[Stored items]
# # # # #

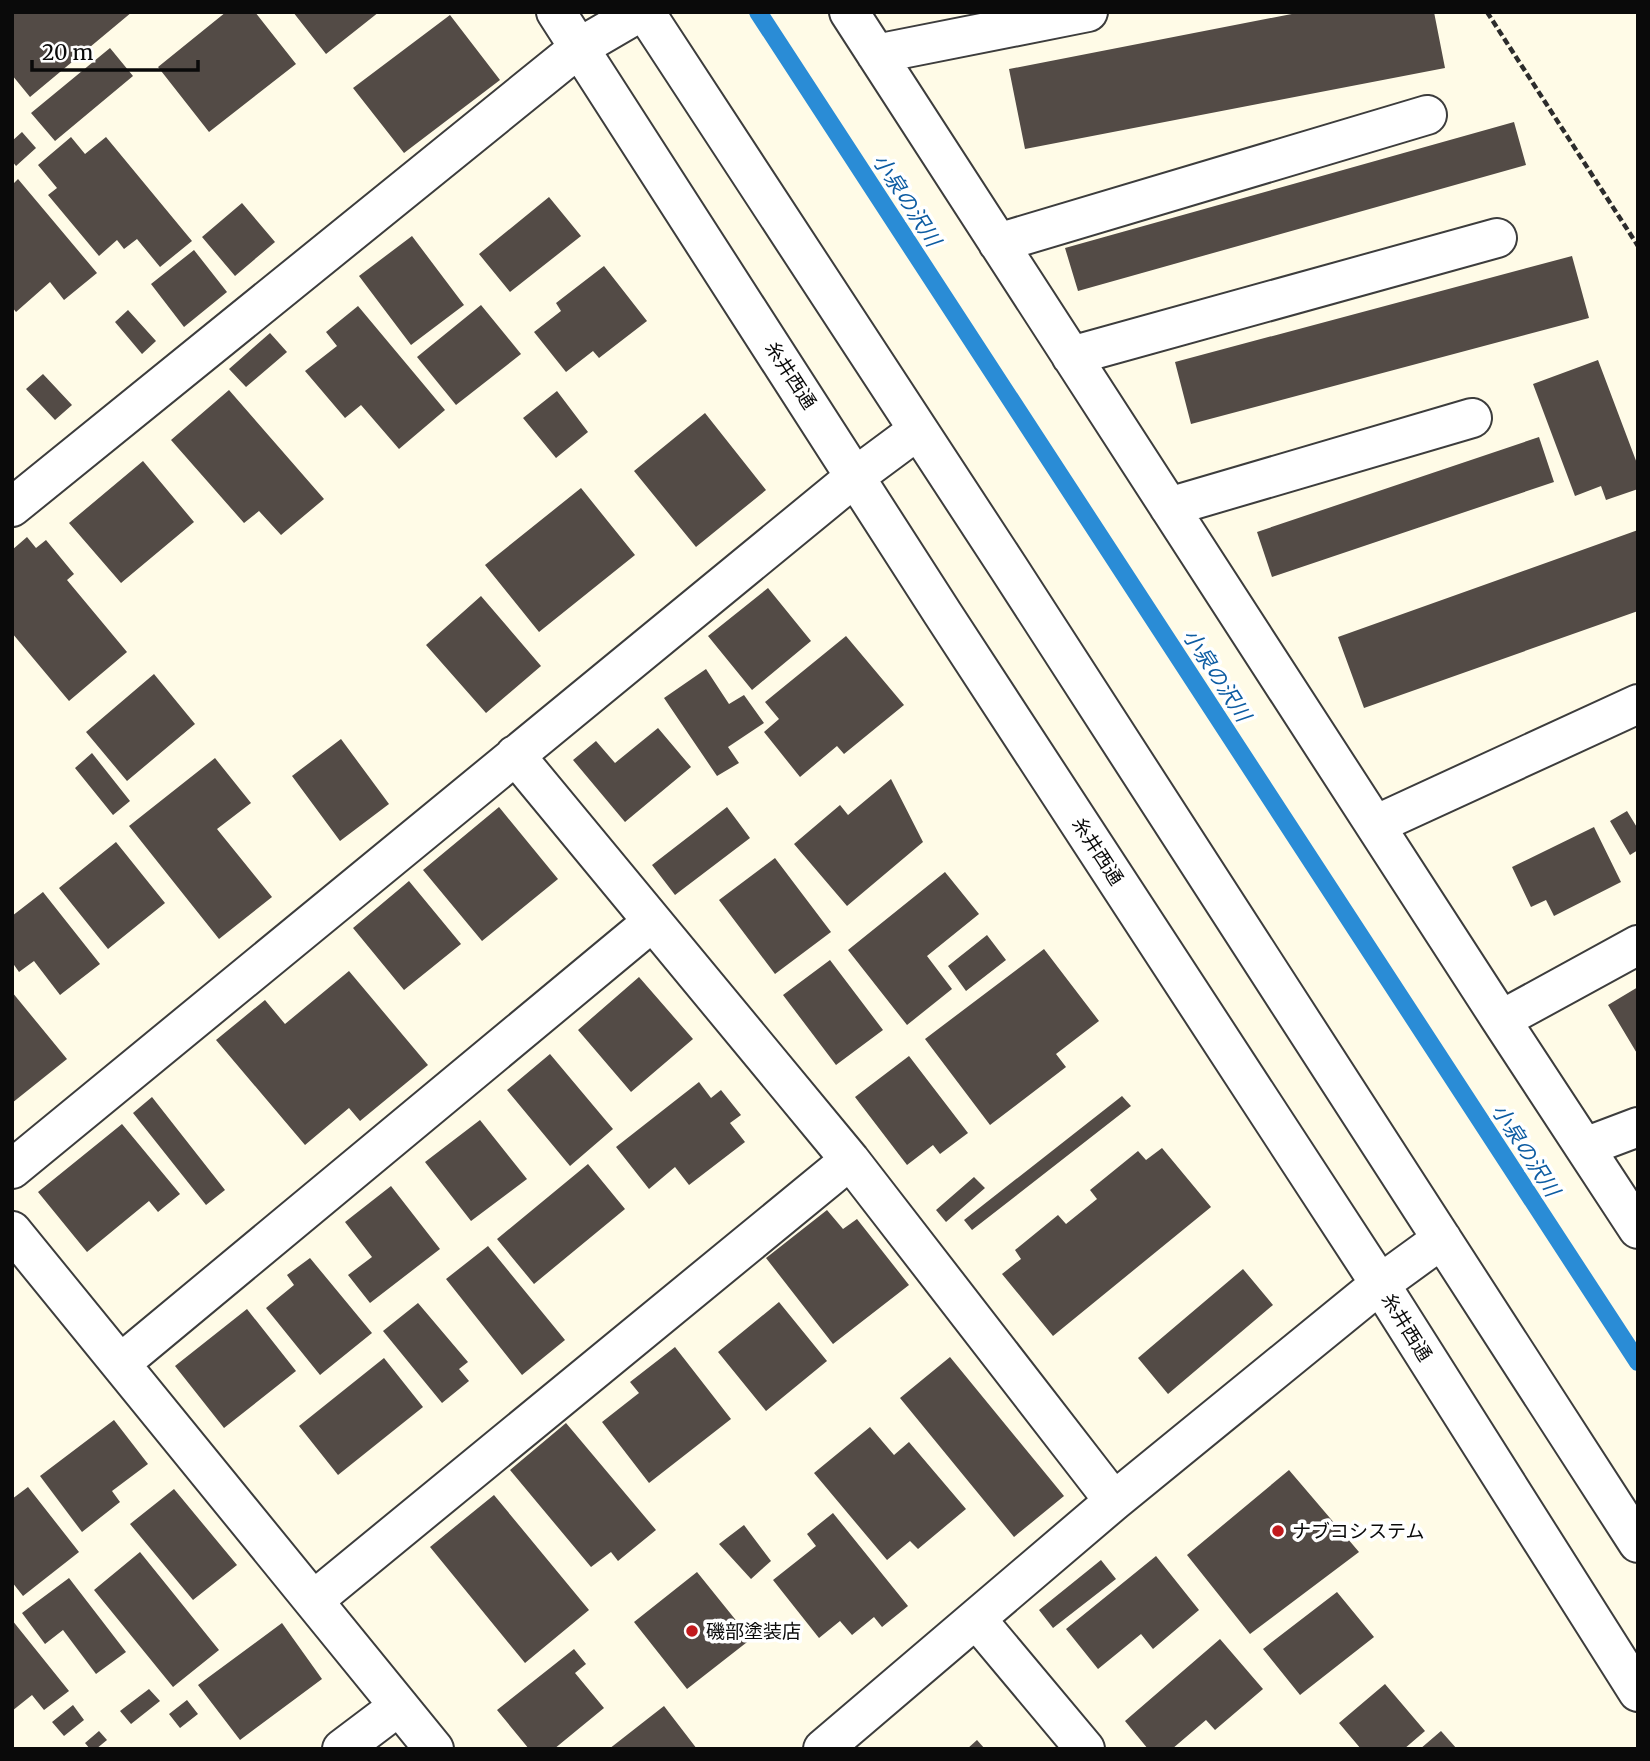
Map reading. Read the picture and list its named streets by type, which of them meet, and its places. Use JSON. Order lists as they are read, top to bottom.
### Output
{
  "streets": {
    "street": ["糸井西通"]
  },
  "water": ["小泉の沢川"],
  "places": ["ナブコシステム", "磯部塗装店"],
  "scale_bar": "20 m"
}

# # # # #

Task description :: Repeat all entries exactly. Skip the pictures.

Answer section ::
Map reading. Read the picture and list its named streets by type, which of them meet, and its places. Use JSON. Order lists as they are read, top to bottom.
### Output
{
  "streets": {
    "street": ["糸井西通"]
  },
  "water": ["小泉の沢川"],
  "places": ["ナブコシステム", "磯部塗装店"],
  "scale_bar": "20 m"
}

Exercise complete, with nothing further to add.